Japanese buyers and duration: finding the limit

Japanese demand has supported Australian dollar curve extension, especially for high-grade assets like the local sovereign sector and supranational, sovereign and agency Kangaroos. But the Japanese buy side says its duration demand is finite.

DAVISON The Japanese investor base has been very supportive of tenor extension in Australian dollars – in rates product and, increasingly, credit. Starting with rates, do investors expect to see further lengthening such as other high-grade issuers joining the Australian Office of Financial Management at the long end of the curve?

ISHIDE I think super-long-dated bonds will be issued by Australian semi-governments going forward, as a result of the rising attention we are witnessing on ultra-long-dated bonds.

EDINBURGH It has been mentioned that the Australian dollar curve is relatively steep. If this were to flatten to the extent that it becomes similar to the US dollar curve, would this have an impact on how willing investors are to allocate funds to long-dated Australian dollars?

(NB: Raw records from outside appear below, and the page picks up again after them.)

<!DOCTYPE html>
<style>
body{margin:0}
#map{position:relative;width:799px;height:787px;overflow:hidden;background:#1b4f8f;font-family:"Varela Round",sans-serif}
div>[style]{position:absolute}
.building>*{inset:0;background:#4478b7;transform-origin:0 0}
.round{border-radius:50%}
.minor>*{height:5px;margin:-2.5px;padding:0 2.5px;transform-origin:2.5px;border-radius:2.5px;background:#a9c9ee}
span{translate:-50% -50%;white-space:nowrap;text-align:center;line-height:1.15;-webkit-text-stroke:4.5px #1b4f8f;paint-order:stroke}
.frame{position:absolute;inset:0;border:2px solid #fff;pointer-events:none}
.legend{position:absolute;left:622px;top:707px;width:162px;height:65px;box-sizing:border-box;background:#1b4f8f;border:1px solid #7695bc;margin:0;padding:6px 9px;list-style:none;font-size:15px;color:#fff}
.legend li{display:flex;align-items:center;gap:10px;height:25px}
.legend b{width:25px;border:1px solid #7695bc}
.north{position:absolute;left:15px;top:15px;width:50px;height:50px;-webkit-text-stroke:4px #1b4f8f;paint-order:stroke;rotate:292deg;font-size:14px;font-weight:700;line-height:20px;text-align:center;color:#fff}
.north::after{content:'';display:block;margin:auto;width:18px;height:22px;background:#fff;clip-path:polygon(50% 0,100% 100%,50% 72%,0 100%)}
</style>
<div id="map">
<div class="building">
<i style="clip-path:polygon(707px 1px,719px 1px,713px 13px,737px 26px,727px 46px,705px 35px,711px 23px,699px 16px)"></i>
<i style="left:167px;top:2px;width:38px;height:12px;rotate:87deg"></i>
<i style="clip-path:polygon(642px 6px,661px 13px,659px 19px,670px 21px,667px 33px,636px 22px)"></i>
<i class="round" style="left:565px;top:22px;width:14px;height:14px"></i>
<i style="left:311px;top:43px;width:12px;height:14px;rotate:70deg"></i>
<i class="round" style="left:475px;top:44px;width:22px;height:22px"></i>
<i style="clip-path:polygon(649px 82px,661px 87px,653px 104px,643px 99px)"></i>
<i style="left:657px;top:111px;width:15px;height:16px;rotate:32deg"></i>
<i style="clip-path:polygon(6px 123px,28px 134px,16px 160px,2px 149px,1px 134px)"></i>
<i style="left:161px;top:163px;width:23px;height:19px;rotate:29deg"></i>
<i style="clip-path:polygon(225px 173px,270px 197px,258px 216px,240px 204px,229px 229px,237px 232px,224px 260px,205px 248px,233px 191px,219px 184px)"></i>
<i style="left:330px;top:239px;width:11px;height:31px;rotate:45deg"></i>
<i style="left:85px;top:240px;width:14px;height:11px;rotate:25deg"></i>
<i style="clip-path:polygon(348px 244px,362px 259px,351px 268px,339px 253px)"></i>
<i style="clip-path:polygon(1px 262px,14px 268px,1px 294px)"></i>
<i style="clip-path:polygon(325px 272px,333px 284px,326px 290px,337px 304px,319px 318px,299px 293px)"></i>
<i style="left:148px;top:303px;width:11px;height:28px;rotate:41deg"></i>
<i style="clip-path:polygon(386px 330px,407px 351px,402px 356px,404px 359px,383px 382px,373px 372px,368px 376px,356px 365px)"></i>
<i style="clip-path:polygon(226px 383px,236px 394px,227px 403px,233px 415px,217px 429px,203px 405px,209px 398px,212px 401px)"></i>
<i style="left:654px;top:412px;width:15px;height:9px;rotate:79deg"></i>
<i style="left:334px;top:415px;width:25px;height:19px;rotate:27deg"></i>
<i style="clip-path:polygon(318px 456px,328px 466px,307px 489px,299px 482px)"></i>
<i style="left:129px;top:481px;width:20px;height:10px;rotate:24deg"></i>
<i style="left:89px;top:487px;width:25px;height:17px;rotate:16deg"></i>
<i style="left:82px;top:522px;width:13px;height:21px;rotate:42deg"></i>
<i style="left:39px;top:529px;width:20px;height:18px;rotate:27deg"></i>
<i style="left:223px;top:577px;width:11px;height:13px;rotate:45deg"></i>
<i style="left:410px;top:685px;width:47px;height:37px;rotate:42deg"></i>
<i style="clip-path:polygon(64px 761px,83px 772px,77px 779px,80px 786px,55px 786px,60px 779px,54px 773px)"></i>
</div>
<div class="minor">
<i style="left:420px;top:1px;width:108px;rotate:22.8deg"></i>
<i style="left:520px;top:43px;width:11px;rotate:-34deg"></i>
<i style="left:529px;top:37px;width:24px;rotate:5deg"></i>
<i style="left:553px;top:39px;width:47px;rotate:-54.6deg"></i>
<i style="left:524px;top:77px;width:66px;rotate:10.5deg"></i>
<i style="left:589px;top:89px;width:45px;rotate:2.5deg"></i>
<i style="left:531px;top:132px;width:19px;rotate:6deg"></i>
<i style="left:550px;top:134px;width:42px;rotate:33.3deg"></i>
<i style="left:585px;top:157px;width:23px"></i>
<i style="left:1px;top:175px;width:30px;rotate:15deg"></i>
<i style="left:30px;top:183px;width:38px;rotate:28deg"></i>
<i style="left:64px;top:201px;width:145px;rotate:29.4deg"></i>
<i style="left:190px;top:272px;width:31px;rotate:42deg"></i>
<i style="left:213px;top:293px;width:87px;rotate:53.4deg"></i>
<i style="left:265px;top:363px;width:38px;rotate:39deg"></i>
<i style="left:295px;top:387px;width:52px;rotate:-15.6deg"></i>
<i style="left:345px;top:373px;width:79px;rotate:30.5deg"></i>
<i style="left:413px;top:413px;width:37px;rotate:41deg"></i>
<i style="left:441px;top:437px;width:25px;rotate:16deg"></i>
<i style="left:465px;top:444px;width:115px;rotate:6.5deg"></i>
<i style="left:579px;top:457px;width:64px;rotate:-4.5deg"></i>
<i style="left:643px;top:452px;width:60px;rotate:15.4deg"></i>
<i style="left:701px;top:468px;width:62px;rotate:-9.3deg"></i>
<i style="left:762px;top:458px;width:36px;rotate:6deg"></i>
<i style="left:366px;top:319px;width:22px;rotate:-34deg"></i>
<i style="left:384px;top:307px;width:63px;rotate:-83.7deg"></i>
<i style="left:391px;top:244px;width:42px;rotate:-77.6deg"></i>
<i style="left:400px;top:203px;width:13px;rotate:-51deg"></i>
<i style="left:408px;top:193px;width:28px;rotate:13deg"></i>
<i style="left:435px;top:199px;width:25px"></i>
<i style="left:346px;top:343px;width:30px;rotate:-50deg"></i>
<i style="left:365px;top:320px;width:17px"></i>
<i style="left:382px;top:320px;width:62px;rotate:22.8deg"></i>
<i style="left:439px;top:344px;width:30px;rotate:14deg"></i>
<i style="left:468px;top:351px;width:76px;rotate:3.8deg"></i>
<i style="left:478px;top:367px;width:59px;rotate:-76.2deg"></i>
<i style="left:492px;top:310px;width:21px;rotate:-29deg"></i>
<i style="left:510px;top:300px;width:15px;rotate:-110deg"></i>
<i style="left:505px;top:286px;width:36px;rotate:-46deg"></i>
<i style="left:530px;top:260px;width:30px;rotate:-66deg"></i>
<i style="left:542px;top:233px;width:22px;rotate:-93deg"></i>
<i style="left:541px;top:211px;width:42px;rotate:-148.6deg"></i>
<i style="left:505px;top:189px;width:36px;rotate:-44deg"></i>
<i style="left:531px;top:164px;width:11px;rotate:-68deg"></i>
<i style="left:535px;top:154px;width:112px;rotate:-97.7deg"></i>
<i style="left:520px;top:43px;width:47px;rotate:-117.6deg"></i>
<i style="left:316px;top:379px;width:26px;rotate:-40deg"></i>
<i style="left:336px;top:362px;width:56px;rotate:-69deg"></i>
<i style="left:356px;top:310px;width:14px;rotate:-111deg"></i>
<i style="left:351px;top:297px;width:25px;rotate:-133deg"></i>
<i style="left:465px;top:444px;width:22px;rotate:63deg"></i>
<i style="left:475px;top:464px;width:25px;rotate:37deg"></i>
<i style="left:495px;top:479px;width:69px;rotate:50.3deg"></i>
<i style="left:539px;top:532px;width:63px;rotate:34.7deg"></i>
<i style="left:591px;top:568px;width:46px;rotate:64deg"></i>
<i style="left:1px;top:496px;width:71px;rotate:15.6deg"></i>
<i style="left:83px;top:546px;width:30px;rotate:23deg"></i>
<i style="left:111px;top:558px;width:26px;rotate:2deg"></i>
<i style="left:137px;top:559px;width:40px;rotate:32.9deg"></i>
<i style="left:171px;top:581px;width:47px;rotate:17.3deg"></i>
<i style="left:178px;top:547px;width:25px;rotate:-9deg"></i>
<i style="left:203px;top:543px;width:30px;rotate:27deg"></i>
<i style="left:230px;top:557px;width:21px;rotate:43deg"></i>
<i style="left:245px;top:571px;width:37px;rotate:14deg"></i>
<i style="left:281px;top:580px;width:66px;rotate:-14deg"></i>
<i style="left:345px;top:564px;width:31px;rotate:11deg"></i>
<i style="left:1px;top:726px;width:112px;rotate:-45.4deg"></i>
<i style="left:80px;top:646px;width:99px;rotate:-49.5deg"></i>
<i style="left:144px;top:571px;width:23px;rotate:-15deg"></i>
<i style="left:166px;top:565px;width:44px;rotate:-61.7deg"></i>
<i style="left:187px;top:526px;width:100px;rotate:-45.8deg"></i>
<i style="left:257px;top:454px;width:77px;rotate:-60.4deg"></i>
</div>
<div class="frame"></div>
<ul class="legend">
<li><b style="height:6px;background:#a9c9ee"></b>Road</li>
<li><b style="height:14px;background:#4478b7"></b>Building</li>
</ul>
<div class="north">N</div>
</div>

ISHIDE As the US curve becomes explicitly inbound, clearly our carry rolldown would be negative. Of course, in such a situation – especially for index players – the switch to positive from negative carry is something they would consider. If the relativity to the US curve flattens I’m sure it would have an impact on Australian outlook.

KEIJI YAMADA

Australian dollar denominated insurance is our mainstream, but this is mainly 10 years and 15 years. We need to match the maturity of our investments and, therefore, our company will invest in credit up to 15 years.

KEIJI YAMADA MITSUI LIFE INSURANCE COMPANY

DAVISON On the subject of longer-dated credit, we saw an interesting transaction in Australia recently in the form of a A$250 million (US$185 million), 20-year deal printed on 18 July by Zurich Finance Australia. Corporate issuance of anything like this tenor is very rare in Australia – what were the drivers on this occasion?

LEONG It was a large club deal priced at 4.5 per cent yield, with a spread around about three-month bank bills plus 150 basis points. If you consider where the five-year Australian dollar deal from the same issuer printed in May 2018 – at 98 basis points over three-month bank bills – the 50-plus basis points pickup for the longer-dated transaction obviously held some appeal.

The deal was anchored by Korean and Taiwanese life-insurance investors. It was targeted as a A$150 million deal and it reached A$250 million. It’s a part of the curve that Korean and Taiwanese life-insurance investors are comfortable with – they can typically invest even out to 30 years in Australian dollars.

DAVISON It would be interesting to know whether 20-year duration is too long in Australian dollars for Japanese investors. Would they like to see more opportunities – including from other sectors – in this part of the curve?

YAMADA This would be too long for us. Australian dollar denominated insurance is our mainstream, but this is mainly 10 and 15 years. We need to match the maturity of our investments and, therefore, our company will invest in credit up to 15 years.

LIFE-INSURANCE INVESTOR So far, investment in Australian dollar 20-year bonds hasn’t yet been discussed in our company. Generally speaking, a 20-year investment in a corporate bond from a Japanese company would be possible.

However, for Australian dollars, it would be difficult because of what Yamada-san has already alluded to – insurance companies match the maturities of assets and liabilities. We don’t sell insurance products in Australian dollars, so we don’t have the liability side and would therefore need to hedge the foreign-exchange portion. Tenor of 20 years is too long to hedge, which is why we think it would be difficult at this point.